→ WHAT NEEDS TO BE DONE
Collect all lines from the records below that include the word "they".

→ DATASET EXCERPTS
———

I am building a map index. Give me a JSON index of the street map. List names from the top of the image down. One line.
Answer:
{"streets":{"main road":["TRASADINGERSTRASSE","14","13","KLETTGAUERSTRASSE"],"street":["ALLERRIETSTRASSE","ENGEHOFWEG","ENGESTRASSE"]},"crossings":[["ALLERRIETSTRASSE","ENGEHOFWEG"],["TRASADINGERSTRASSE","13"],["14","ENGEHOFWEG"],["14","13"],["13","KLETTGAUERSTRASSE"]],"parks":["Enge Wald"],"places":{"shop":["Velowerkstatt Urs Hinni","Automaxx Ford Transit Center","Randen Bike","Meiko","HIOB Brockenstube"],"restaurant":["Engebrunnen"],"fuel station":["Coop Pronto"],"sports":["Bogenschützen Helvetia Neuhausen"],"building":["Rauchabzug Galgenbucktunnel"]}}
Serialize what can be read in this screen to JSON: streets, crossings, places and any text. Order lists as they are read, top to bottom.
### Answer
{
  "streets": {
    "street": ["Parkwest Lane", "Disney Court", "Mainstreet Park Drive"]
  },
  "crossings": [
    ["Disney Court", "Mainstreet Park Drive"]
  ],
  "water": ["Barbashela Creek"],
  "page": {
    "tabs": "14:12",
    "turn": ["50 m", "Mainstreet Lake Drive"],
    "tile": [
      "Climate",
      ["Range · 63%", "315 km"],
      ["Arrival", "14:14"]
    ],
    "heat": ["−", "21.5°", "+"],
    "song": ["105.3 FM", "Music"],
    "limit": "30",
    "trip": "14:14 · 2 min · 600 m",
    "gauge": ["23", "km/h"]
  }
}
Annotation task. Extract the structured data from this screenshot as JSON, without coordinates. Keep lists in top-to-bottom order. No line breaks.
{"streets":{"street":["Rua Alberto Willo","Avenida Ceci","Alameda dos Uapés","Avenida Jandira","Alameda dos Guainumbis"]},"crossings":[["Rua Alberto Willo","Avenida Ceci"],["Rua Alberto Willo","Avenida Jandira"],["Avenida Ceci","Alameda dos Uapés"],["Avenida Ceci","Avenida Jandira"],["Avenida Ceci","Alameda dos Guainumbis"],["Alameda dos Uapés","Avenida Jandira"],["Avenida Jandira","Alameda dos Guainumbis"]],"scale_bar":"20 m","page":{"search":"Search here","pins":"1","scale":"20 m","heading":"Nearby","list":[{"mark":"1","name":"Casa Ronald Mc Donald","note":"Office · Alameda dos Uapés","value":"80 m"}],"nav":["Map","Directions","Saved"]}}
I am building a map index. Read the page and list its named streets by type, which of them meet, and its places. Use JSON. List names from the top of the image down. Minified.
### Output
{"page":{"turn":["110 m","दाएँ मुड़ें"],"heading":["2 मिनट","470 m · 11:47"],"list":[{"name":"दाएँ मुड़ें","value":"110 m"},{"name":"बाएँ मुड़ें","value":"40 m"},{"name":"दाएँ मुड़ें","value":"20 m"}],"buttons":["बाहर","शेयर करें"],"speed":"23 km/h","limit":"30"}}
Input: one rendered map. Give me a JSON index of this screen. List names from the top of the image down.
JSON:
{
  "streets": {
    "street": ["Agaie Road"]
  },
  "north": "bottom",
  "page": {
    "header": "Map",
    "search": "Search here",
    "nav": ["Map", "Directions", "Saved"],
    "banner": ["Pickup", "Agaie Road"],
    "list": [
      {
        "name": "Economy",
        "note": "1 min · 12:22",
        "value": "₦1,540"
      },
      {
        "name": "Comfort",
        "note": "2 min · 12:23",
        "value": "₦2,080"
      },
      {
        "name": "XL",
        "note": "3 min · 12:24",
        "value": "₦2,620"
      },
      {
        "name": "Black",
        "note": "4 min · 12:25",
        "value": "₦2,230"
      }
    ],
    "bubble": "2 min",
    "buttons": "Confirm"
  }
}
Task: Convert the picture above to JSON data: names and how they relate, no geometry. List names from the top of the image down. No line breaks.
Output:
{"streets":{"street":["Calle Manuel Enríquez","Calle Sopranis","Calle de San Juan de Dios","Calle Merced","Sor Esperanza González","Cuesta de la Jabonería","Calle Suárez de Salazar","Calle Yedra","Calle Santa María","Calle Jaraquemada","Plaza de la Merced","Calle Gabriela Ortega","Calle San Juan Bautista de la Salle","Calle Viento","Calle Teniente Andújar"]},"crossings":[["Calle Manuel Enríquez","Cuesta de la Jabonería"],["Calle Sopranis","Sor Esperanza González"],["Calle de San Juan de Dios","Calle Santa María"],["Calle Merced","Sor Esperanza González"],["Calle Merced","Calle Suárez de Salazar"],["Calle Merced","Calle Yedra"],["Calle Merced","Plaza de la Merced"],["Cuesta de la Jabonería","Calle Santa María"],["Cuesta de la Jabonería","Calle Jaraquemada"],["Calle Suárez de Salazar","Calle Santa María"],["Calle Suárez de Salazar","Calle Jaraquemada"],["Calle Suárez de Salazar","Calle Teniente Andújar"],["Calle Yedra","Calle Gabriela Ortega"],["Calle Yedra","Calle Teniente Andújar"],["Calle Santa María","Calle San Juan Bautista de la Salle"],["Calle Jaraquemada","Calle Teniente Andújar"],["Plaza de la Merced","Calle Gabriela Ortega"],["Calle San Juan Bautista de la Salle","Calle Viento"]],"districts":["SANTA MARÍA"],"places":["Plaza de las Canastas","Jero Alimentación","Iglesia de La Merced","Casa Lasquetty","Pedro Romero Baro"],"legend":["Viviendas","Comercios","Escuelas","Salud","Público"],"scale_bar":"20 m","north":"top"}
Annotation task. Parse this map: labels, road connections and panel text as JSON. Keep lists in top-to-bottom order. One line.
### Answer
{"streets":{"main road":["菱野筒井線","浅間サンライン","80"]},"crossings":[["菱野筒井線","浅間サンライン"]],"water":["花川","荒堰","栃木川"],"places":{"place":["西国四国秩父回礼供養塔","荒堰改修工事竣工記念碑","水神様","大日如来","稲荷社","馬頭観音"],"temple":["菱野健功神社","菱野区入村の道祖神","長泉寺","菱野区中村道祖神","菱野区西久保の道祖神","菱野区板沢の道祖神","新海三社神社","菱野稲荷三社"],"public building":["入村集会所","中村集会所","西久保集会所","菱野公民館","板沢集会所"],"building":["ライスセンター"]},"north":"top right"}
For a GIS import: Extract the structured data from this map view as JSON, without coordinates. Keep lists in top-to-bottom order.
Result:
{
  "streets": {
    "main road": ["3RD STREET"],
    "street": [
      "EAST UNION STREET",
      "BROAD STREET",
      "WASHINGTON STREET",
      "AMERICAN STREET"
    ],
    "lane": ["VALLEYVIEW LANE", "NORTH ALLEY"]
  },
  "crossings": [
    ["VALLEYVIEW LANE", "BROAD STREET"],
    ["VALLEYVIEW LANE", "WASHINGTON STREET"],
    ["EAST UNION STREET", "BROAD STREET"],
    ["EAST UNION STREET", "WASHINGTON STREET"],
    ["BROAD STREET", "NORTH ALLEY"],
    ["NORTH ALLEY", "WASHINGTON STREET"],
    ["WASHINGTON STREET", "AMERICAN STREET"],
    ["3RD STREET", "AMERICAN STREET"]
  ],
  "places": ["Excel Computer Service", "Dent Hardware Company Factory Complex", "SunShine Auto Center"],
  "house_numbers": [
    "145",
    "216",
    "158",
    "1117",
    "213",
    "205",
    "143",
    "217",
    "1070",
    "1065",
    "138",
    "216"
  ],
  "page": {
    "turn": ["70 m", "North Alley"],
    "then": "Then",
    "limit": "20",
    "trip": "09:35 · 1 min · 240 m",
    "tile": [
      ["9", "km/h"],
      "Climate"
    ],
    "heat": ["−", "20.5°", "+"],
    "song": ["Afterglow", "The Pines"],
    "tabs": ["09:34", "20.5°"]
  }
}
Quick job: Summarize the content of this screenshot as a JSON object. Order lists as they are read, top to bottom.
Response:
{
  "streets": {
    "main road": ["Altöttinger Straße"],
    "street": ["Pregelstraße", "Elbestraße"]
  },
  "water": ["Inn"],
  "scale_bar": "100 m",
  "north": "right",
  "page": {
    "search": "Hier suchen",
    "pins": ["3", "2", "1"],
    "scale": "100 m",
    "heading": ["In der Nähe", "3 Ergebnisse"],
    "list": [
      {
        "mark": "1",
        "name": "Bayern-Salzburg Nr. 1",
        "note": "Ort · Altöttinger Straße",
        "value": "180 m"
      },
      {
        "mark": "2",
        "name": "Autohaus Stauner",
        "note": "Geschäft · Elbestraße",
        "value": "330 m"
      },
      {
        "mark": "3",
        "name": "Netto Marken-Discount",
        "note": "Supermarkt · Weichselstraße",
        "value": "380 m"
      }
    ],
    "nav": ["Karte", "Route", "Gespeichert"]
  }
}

———

→ TASK ANSWER
Serialize what can be read in this screen to JSON: streets, crossings, places and any text. Order lists as they are read, top to bottom.
Task: Convert the picture above to JSON data: names and how they relate, no geometry. List names from the top of the image down. No line breaks.
Quick job: Summarize the content of this screenshot as a JSON object. Order lists as they are read, top to bottom.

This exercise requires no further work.